Lyon Républicain (Raoul Cinoh).

« Comédie lyrique, dit l’affiche : vaudeville à musique serait plus exact, ou, mieux encore, salmigondis musical. Il y a de tout, en effet, dans la Bohème ; c’est une salade italienne où on pique, au hasard de la fourchette : des leitmotiv — car l’auteur a des prétentions tétralogiques — des pastiches de toutes sortes, des parodies à jet continu, qui vont de Siegfried et des Maîtres Chanteurs jusqu’aux Huguenots, à Faust, à l’Africaine… et aux Boites de Montmartre ; des tentatives symphoniques dont les efforts s’essoufflent vite et se réduisent le plus souvent en mélodrames de pantomime, et aussi de jolies phrases de mélodie séduisante, des unissons nombreux qui visent le vulgaire succès.

« On y trouve même… de la musique, et du Léoncavallo ! Tout cela, bien entendu, est arrangé avec beaucoup de chic ; mais, qui dit chic, dit « chiqué », et c’est en vain qu’on chercherait un autre mot pour résumer l’impression générale de l’œuvre.

« Pour l’inspiration du musicien, si elle ne brille pas toujours par l’originalité, elle est du moins de mélodie facile, et l’orchestre la commente avec une habileté qui peut passer pour de la maitrise.
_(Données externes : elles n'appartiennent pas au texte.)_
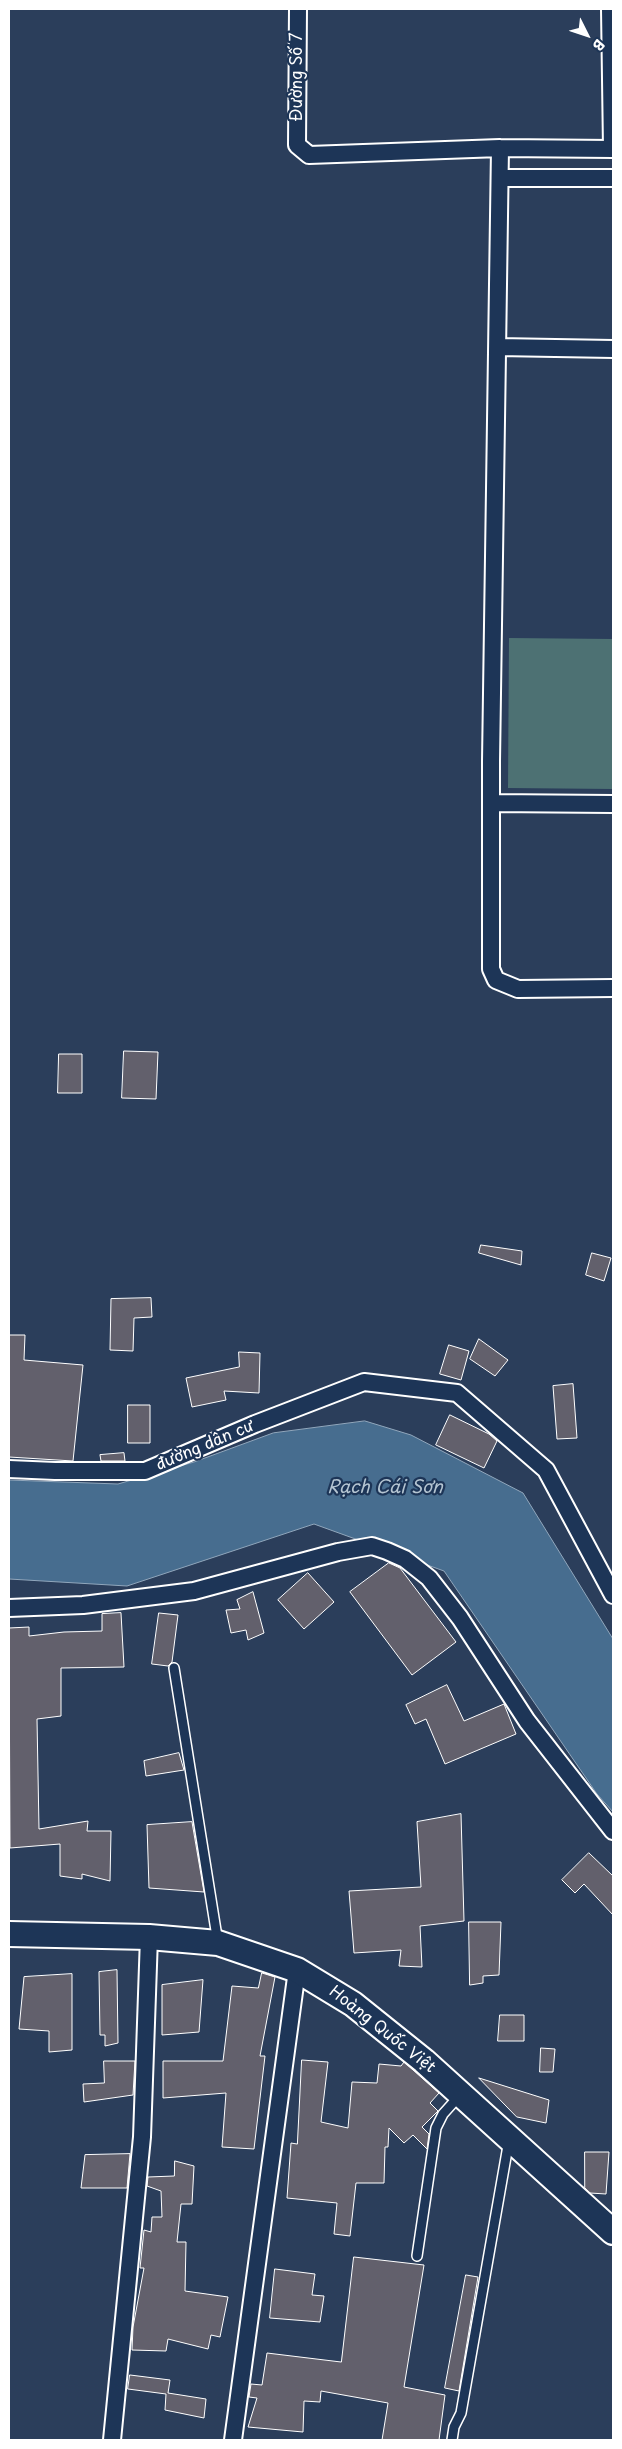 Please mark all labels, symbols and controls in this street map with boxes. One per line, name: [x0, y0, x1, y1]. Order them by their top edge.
north arrow: [562, 10, 612, 60]
street label: Đường Số 7: [288, 32, 308, 122]
text: B: [588, 35, 610, 56]
street label: đường dân cư: [153, 1417, 257, 1475]
water label: Rạch Cái Sơn: [327, 1477, 443, 1499]
street label: Hoàng Quốc Việt: [325, 1983, 439, 2077]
Mais pourquoi déchaîner toute la meute des instruments en une aventure où suffiraient des joueurs de flûte, de guitares et de pianos — gredin de  ! toujours faux ! Pourquoi tout ce bruit et ce luxe d’orchestration ! M. Léoncavallo se parodierait-il lui-même ? On pourrait le croire. En tout cas, on ne sait jamais quand il est sincère, et même lorsqu’il a fini de rire on en est à se demander s’il ne plaisante pas encore. »

Moniteur Judiciaire (Léon Vallas).

« … Et, au point de vue musical, nous trouvons de tout également : des chansons burlesques, des valses chantées, de grands éclats à la Massenet, des leit-motive et surtout un grand nombre de réminiscences : thème du Feu, de la Tétralogie, représentatif de la gaité du Quartier-Latin ; thème de l’oiseau de Siegfried ; du Massenet à toutes les pages et même, Dieu me pardonne, une phrase entière que j’ai certainement lue jadis dans quelque sonate de Bach pour violon.
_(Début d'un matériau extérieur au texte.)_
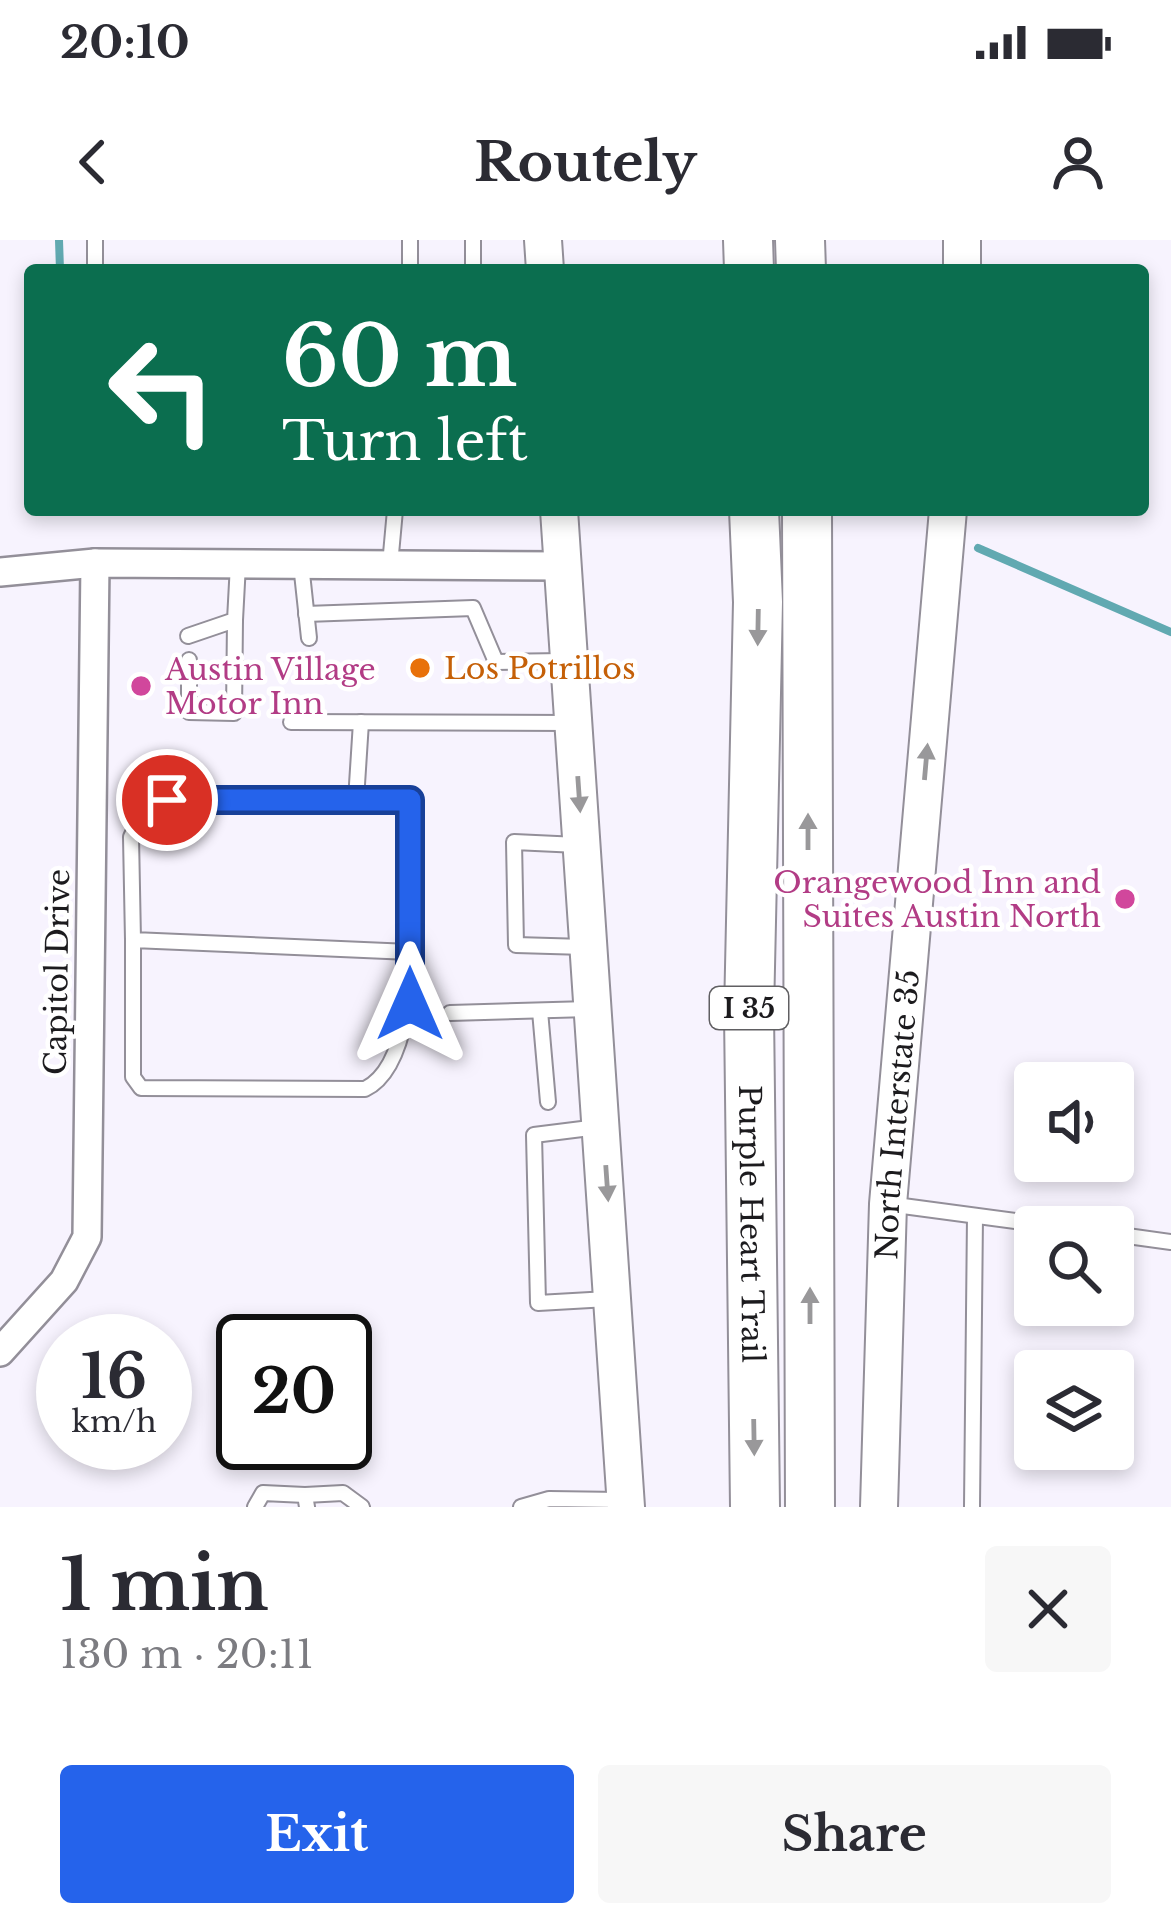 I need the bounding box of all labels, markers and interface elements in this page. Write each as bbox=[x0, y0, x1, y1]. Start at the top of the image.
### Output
text: 20:10 bbox=[60, 14, 190, 70]
icon: back bbox=[60, 129, 126, 195]
text: Routely bbox=[474, 129, 697, 196]
icon: person bbox=[1045, 129, 1111, 195]
text: 60 m bbox=[282, 305, 517, 409]
icon: left bbox=[84, 312, 240, 468]
text: Turn left bbox=[282, 408, 528, 475]
one-way arrow bbox=[748, 609, 767, 647]
place label: Los Potrillos bbox=[444, 650, 636, 687]
place label: Austin Village Motor Inn bbox=[164, 651, 376, 722]
marker: Los Potrillos bbox=[407, 655, 433, 681]
marker: Austin Village Motor Inn bbox=[128, 673, 154, 699]
one-way arrow bbox=[917, 743, 936, 780]
pin bbox=[116, 749, 218, 851]
icon: arrive bbox=[134, 767, 200, 833]
one-way arrow bbox=[570, 776, 589, 813]
one-way arrow bbox=[798, 812, 818, 850]
place label: Orangewood Inn and Suites Austin North bbox=[773, 864, 1101, 935]
street label: Capitol Drive bbox=[37, 869, 77, 1075]
marker: Orangewood Inn and Suites Austin North bbox=[1112, 886, 1138, 912]
position arrow bbox=[347, 941, 473, 1067]
street label: North Interstate 35 bbox=[868, 968, 927, 1260]
road number: I 35 bbox=[710, 987, 788, 1029]
map controls bbox=[1014, 1062, 1134, 1470]
button: sound bbox=[1014, 1062, 1134, 1182]
street label: Purple Heart Trail bbox=[731, 1085, 772, 1363]
one-way arrow bbox=[598, 1165, 617, 1202]
button: search bbox=[1014, 1206, 1134, 1326]
one-way arrow bbox=[800, 1286, 820, 1324]
speed limit sign: 20 bbox=[216, 1314, 372, 1470]
text: 16 bbox=[81, 1340, 147, 1414]
button: layers bbox=[1014, 1350, 1134, 1470]
text: km/h bbox=[71, 1403, 157, 1440]
one-way arrow bbox=[745, 1419, 764, 1457]
text: 1 min bbox=[60, 1540, 269, 1629]
button: close bbox=[985, 1546, 1111, 1672]
text: 130 m · 20:11 bbox=[60, 1630, 314, 1679]
button: Exit bbox=[60, 1765, 574, 1903]
button: Share bbox=[598, 1765, 1111, 1903]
« Ce méli-mélo, surtout mélo, est, comme la plupart des œuvres de la nouvelle école italienne, orchestré à coups de poing. Les cordes se pâment, les arpèges des harpes ruissellent, les cuivres éclatent et tonitruent ; des phrases chantées longuement par les voix sont doublées par les hautbois, le cor anglais, les violoncelles ou les violons inlassablement. Le bruit s’arrête ; le bruit recommence : le compositeur veut montrer qu’il a quatre-vingt musiciens à sa disposition et le prouve de façon éclatante. »

L’Ouest-Artiste. — À propos de la reprise des Huguenots.

« Le vieil opéra craque de toutes parts. Chaque joue qui passe emporte dans l’oubli quelque chose de ce répertoire lyrique qui charma plusieurs générations, et fit l’admiration de notre jeunesse. Il y a beaucoup de mélancolie à assister à la déchéance irrémédiable et fatale d’œuvres que nous avons aimées et auquelles nous demandons vainement aujourd’hui de nous rendre les impressions qu’elles nous firent éprouver autrefois. »

Le Spectacle. — Au Conservatoire[1]

« Finis les concours d’admission au Conservatoire !

« La sentence officielle est venue séparer le bon grain de l’ivraie !… Bien des espoirs ont été déçus, bien des rêves réalisés ; pour les uns, l’avenir semble s’ouvrir radieux ; pour les autres, il semble se briser irrémédiablement.

« La valeur qui s’attache aux décisions des notabilités artistiques, officielles et patentées, a le tort considérable de paraître, à tous ceux qu’intéressent ces décisions, comme la consécration sans appel des ignorances et des talents.

« Et, de même que ceux que ces notabilités déclarent admis à suivre l’enseignement quelconque, qu’elles daignent donner, croient posséder les dons les plus rares qui font les génies, ceux qu’elles frappent — souvent aveuglément — se croient brisés définitivement, trop souventes fois.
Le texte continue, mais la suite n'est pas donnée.